BEGIN
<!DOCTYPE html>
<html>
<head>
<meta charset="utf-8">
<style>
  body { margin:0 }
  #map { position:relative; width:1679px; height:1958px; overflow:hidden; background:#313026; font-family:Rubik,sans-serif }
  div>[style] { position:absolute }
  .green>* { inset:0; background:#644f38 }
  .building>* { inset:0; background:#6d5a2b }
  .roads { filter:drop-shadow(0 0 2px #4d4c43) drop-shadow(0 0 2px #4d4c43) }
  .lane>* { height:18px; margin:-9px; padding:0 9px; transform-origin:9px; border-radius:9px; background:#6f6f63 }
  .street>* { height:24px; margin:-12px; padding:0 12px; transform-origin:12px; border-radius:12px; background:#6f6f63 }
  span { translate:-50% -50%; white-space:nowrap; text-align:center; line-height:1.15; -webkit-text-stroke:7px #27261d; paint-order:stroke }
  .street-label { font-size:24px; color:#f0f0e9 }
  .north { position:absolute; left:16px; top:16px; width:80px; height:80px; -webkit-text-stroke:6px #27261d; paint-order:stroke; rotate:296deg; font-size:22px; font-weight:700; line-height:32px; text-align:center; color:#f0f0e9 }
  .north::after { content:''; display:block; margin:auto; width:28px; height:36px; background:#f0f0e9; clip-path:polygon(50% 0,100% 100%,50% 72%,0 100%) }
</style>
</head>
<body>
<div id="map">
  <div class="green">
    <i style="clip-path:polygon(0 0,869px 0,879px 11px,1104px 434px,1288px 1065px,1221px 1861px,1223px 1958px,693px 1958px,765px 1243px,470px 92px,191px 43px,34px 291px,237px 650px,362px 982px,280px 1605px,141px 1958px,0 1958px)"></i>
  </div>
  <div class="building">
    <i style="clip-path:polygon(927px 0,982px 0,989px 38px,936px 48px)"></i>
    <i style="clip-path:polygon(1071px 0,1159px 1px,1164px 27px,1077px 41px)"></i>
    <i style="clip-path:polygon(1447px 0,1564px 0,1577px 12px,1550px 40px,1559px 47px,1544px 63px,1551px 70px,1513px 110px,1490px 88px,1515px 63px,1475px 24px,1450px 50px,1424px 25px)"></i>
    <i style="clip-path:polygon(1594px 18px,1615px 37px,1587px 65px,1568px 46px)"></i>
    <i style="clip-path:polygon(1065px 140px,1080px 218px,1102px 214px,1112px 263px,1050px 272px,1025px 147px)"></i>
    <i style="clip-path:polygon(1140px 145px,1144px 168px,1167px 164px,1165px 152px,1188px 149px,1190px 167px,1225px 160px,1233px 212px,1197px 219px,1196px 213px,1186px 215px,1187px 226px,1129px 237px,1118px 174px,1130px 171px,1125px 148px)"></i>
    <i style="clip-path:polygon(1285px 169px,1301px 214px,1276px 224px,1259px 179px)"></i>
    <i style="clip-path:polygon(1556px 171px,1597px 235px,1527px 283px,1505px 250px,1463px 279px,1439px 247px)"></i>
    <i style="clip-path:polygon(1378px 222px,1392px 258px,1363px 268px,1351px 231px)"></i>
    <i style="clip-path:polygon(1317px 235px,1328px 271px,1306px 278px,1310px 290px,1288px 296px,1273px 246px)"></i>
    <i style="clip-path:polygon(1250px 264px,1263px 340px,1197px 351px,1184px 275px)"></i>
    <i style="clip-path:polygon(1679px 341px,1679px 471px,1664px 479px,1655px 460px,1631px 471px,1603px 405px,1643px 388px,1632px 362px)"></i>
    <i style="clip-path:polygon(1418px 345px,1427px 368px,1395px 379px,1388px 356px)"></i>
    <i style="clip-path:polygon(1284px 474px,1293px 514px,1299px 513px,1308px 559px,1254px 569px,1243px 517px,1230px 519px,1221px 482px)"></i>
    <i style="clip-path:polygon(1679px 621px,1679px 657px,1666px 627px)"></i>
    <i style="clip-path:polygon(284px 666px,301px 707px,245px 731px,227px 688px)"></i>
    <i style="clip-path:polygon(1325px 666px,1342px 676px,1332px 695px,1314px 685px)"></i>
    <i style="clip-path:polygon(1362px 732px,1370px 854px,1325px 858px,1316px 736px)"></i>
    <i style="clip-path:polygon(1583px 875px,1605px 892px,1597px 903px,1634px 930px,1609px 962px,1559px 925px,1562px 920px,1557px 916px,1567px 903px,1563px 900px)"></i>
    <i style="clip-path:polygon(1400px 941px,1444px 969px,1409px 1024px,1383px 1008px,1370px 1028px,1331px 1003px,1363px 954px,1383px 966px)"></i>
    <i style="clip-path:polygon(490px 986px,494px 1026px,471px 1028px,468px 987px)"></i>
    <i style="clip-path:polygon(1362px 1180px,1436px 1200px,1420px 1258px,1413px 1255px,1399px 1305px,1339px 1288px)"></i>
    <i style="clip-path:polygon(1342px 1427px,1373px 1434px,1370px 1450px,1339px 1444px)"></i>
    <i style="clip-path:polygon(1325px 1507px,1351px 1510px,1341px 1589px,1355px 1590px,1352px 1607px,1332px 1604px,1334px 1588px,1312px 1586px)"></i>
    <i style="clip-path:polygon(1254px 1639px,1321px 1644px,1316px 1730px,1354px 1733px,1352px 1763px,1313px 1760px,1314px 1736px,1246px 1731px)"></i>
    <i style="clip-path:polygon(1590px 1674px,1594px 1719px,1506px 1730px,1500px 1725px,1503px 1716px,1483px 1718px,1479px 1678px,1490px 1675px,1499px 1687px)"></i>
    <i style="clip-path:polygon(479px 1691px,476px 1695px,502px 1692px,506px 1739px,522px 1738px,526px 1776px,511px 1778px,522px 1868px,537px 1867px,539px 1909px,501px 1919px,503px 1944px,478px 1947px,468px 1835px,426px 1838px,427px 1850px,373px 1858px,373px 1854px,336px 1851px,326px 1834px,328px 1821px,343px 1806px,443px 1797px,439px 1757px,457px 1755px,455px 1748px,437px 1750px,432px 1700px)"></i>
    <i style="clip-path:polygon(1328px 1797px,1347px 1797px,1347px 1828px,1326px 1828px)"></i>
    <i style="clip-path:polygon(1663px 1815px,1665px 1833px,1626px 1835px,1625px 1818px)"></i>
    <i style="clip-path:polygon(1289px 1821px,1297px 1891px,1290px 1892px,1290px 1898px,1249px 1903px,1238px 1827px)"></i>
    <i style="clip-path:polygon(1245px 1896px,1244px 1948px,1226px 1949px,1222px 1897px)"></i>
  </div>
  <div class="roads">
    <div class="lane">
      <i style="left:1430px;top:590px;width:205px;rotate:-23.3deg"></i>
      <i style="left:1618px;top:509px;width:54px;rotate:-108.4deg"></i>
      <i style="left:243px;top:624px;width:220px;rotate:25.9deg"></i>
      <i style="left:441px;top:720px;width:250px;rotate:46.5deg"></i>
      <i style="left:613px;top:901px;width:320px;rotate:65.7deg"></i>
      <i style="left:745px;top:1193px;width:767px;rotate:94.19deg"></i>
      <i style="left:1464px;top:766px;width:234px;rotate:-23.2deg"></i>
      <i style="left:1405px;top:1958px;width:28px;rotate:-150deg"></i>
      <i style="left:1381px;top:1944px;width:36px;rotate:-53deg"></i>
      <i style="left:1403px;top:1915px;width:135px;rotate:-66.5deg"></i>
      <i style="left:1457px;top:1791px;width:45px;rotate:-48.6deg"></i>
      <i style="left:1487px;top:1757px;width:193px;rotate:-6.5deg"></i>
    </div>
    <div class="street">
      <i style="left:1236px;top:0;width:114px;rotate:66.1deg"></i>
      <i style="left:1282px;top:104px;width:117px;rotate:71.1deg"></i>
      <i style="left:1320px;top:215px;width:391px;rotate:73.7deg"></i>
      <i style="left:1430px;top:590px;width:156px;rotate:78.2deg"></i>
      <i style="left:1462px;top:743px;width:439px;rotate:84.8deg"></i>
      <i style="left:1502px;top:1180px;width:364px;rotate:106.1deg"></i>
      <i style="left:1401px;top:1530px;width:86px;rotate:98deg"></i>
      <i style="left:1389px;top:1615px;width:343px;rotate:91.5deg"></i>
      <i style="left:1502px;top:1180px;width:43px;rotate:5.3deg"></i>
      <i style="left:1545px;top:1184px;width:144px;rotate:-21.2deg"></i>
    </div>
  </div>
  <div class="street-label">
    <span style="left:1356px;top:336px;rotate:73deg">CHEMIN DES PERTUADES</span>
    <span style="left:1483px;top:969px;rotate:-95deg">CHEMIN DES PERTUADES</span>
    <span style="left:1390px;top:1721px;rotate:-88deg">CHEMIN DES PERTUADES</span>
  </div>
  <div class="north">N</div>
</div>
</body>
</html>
END
• _EXERCISE INSTRUCTIONS_:
Retype the first line of the entries and every line after it, please, through the line that contains "filter:drop-shadow(0 0 2px". Add nothing.

• _EXERCISE RESPONSE_:
<!DOCTYPE html>
<html>
<head>
<meta charset="utf-8">
<style>
  body { margin:0 }
  #map { position:relative; width:1679px; height:1958px; overflow:hidden; background:#313026; font-family:Rubik,sans-serif }
  div>[style] { position:absolute }
  .green>* { inset:0; background:#644f38 }
  .building>* { inset:0; background:#6d5a2b }
  .roads { filter:drop-shadow(0 0 2px #4d4c43) drop-shadow(0 0 2px #4d4c43) }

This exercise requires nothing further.